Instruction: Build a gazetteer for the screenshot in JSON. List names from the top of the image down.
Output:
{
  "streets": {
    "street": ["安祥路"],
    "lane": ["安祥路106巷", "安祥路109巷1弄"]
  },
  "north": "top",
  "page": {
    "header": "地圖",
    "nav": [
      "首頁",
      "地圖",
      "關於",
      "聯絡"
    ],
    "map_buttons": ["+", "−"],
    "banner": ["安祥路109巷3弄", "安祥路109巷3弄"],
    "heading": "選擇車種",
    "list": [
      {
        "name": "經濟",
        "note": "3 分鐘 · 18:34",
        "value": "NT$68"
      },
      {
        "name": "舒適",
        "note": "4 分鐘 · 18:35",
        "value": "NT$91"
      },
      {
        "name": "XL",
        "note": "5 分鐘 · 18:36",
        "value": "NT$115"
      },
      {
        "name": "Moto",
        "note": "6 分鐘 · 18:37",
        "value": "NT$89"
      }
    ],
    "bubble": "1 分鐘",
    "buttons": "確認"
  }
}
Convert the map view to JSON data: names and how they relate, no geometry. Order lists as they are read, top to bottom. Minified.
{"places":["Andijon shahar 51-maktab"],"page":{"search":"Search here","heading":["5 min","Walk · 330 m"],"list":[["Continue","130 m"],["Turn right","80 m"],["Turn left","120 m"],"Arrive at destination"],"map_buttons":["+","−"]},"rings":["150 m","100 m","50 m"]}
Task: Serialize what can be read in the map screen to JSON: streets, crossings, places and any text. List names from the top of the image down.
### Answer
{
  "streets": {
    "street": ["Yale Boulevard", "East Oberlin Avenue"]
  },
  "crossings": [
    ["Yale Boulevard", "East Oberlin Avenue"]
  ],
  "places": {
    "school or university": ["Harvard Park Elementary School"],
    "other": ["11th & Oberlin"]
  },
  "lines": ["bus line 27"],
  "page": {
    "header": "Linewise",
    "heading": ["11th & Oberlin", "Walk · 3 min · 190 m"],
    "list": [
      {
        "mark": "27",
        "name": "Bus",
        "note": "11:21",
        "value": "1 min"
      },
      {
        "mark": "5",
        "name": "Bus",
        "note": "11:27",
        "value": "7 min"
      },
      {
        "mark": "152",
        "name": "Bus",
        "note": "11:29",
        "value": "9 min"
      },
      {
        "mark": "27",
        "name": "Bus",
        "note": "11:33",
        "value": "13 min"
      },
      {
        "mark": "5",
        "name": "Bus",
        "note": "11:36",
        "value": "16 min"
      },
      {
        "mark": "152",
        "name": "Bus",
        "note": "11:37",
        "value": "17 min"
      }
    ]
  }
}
::::::::::
_Goal of the exercise_: Considering only lines that contain the word "from", say how many there are in the data, with no other text.

_Written response_: 2